A condition variable allows you to wait for some condition to be satisfied, based on the values stored in shared data that is protected by a lock. The condition is typically something like data becoming available in a queue.
The function
condition-variable-wait is used to wait for a condition variable to be signalled. It is always called with the lock held, which is automatically released while waiting and reclaimed before continuing. More than one thread can wait for a particular condition variable, so after being notified about the condition changing, you should check the shared data to see if it represents a useful state and call condition-variable-wait again if not.
The function
condition-variable-signal is used to wake exactly one thread that is waiting for the condition variable. If no threads are waiting, then nothing happens.
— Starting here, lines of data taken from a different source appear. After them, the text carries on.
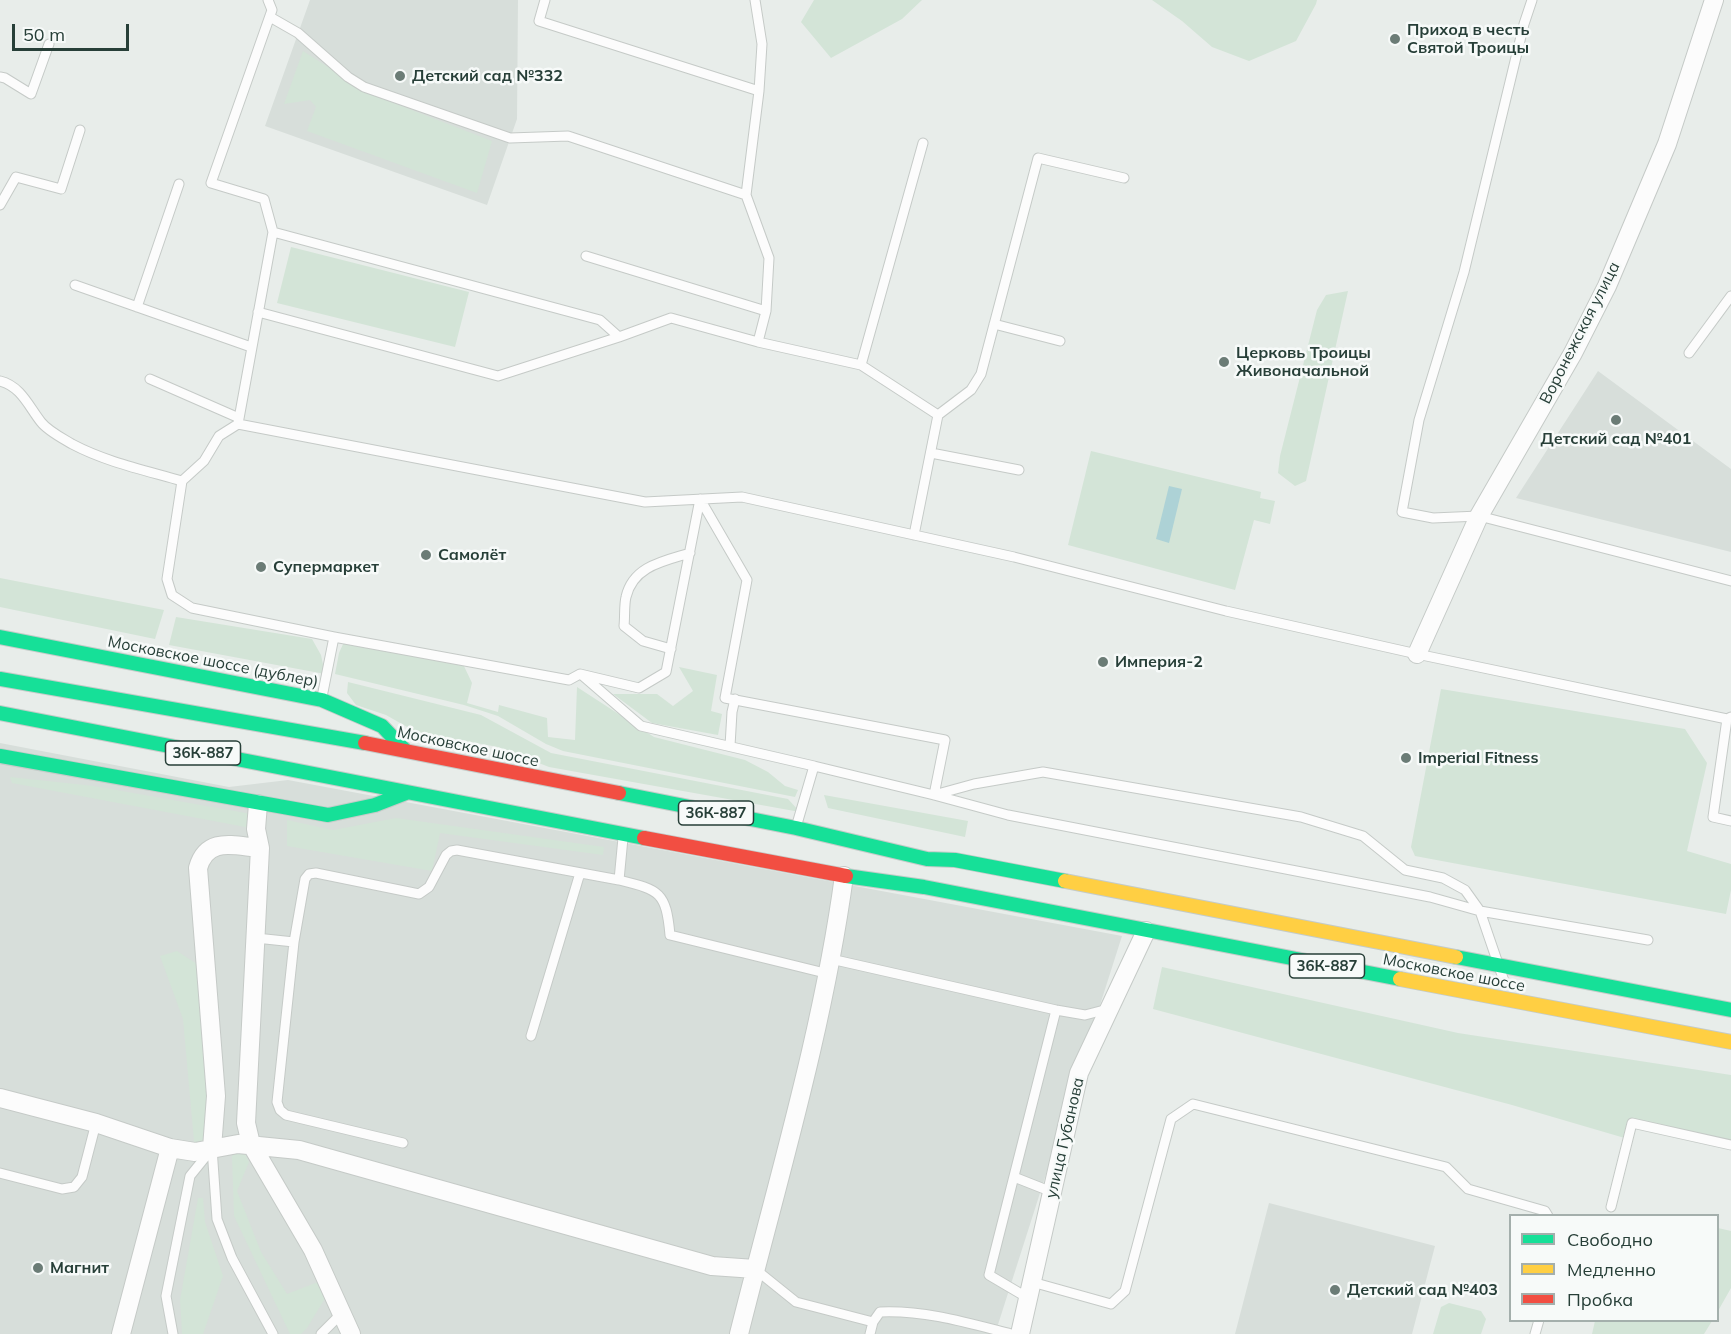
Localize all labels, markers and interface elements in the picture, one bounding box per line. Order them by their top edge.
scale bar [15,12,132,50]
place label: Приход в честь Святой Троицы [1407,20,1529,58]
text: 50 m [23,23,65,46]
marker: Приход в честь Святой Троицы [1388,32,1402,46]
place label: Детский сад №332 [412,66,563,86]
marker: Детский сад №332 [393,69,407,83]
street label: Воронежская улица [1536,259,1624,407]
place label: Церковь Троицы Живоначальной [1236,343,1371,381]
marker: Церковь Троицы Живоначальной [1217,355,1231,369]
marker: Детский сад №401 [1609,413,1623,427]
place label: Детский сад №401 [1541,429,1691,449]
place label: Самолёт [438,545,506,565]
marker: Самолёт [419,548,433,562]
place label: Супермаркет [273,557,379,577]
marker: Супермаркет [254,560,268,574]
street label: Московское шоссе (дублер) [106,632,320,692]
place label: Империя-2 [1115,652,1203,672]
marker: Империя-2 [1096,655,1110,669]
street label: Московское шоссе [395,723,541,771]
road number: 36К-887 [166,741,240,765]
place label: Imperial Fitness [1418,748,1538,768]
marker: Imperial Fitness [1399,751,1413,765]
road number: 36К-887 [678,801,754,825]
street label: Московское шоссе [1381,950,1527,996]
road number: 36К-887 [1290,954,1364,978]
street label: улица Губанова [1042,1076,1088,1200]
legend [1509,1214,1719,1322]
text: Свободно [1567,1228,1653,1251]
place label: Магнит [50,1258,109,1278]
text: Медленно [1567,1258,1656,1281]
marker: Магнит [31,1261,45,1275]
place label: Детский сад №403 [1347,1280,1498,1300]
marker: Детский сад №403 [1328,1283,1342,1297]
text: Пробка [1567,1288,1633,1311]

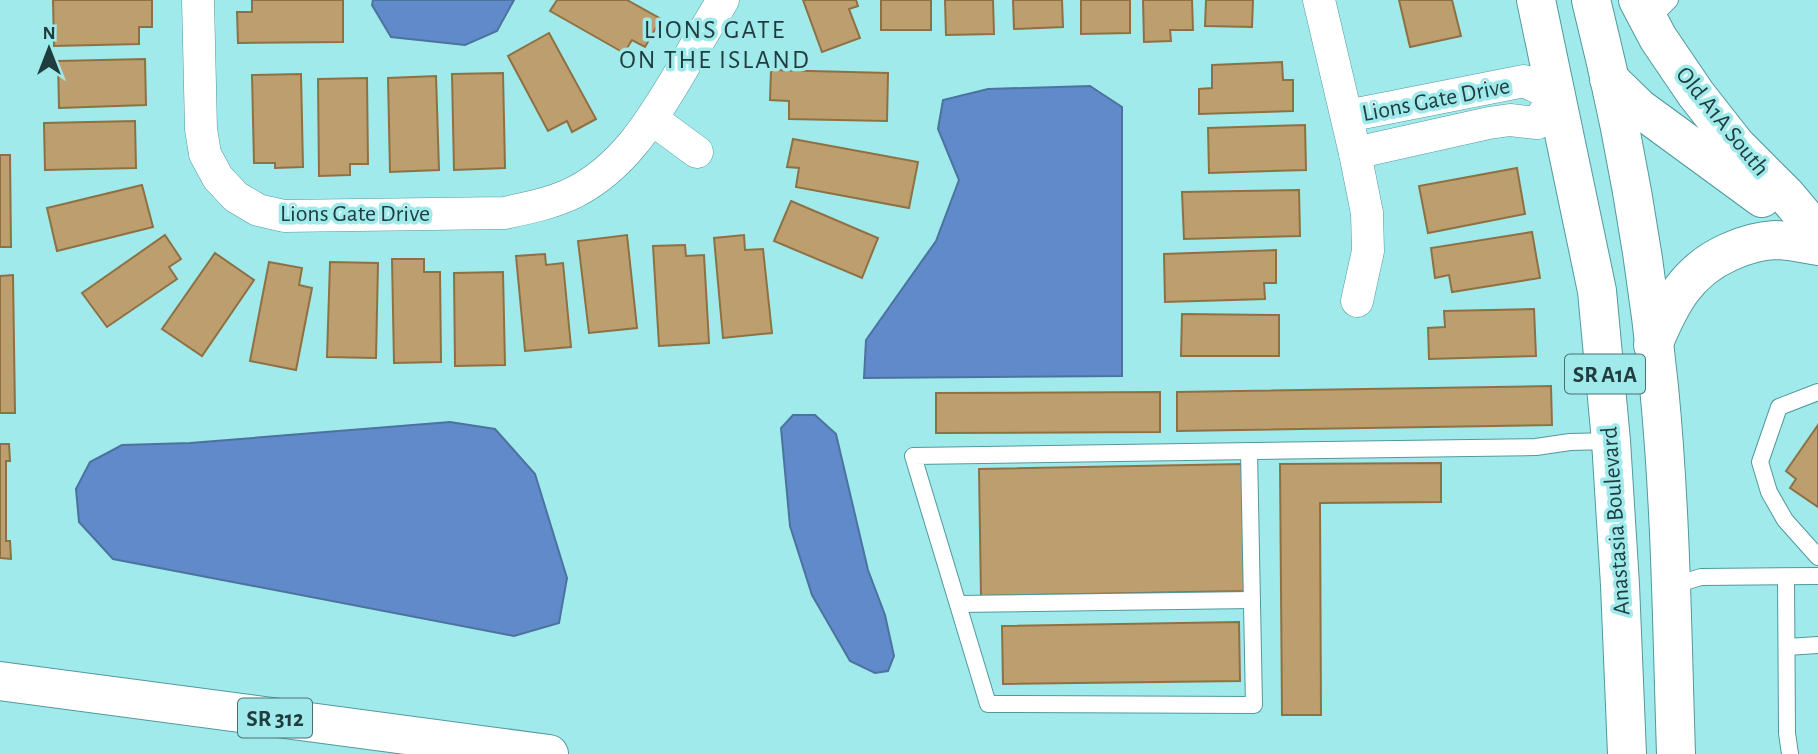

Alternatively, the function
condition-variable-broadcast can be used to wake all of the threads that are waiting at the time it is called.
Any threads that wait after the call to condition-variable-signal or condition-variable-broadcast will not be woken until the next call.
In most uses of condition variables, the call to condition-variable-signal or condition-variable-broadcast should be made while holding the lock that waiter used when calling condition-variable-wait for this condition variable. This ensures that the signal is not lost if another thread is just about to call condition-variable-wait.
The function
condition-variable-wait-count can be used to determine the current number of threads waiting for a condition variable.
The condition variable implementation in LispWorks aims to comply with the POSIX standard where possible.